* **Problem to work on**: Using the entries below, output each line exactly from the first through the one that contains "Draw a box around".

* **Given information**:
*** Block opens ***

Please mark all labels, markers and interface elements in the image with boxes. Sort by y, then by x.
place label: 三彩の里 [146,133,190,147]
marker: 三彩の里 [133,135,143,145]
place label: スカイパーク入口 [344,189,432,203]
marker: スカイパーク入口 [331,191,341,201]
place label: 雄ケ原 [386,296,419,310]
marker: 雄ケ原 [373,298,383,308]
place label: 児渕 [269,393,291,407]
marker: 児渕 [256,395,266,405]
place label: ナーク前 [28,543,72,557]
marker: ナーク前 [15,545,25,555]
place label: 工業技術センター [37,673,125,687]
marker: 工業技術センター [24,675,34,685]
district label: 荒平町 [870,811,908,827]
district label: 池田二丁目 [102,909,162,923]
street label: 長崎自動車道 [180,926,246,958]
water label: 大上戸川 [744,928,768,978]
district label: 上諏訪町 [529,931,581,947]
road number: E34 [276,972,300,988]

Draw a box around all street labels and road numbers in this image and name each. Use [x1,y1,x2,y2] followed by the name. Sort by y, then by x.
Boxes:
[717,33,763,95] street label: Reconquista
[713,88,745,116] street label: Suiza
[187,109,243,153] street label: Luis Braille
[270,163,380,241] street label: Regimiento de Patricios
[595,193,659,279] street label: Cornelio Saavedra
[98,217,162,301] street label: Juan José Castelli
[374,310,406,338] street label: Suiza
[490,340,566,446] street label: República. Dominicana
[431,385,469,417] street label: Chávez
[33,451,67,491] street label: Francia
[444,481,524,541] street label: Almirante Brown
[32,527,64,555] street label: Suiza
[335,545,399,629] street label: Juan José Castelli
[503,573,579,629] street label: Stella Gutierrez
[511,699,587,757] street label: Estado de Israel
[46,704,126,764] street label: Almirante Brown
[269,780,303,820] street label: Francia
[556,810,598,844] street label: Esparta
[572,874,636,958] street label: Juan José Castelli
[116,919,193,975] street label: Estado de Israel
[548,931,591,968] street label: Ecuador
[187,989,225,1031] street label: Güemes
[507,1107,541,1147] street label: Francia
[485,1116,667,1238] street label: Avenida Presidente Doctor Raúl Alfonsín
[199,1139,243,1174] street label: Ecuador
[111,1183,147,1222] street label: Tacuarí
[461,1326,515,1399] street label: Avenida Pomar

*** Block closes ***

* **Response area**:
Please mark all labels, markers and interface elements in the image with boxes. Sort by y, then by x.
place label: 三彩の里 [146,133,190,147]
marker: 三彩の里 [133,135,143,145]
place label: スカイパーク入口 [344,189,432,203]
marker: スカイパーク入口 [331,191,341,201]
place label: 雄ケ原 [386,296,419,310]
marker: 雄ケ原 [373,298,383,308]
place label: 児渕 [269,393,291,407]
marker: 児渕 [256,395,266,405]
place label: ナーク前 [28,543,72,557]
marker: ナーク前 [15,545,25,555]
place label: 工業技術センター [37,673,125,687]
marker: 工業技術センター [24,675,34,685]
district label: 荒平町 [870,811,908,827]
district label: 池田二丁目 [102,909,162,923]
street label: 長崎自動車道 [180,926,246,958]
water label: 大上戸川 [744,928,768,978]
district label: 上諏訪町 [529,931,581,947]
road number: E34 [276,972,300,988]

Draw a box around all street labels and road numbers in this image and name each. Use [x1,y1,x2,y2] followed by the name. Sort by y, then by x.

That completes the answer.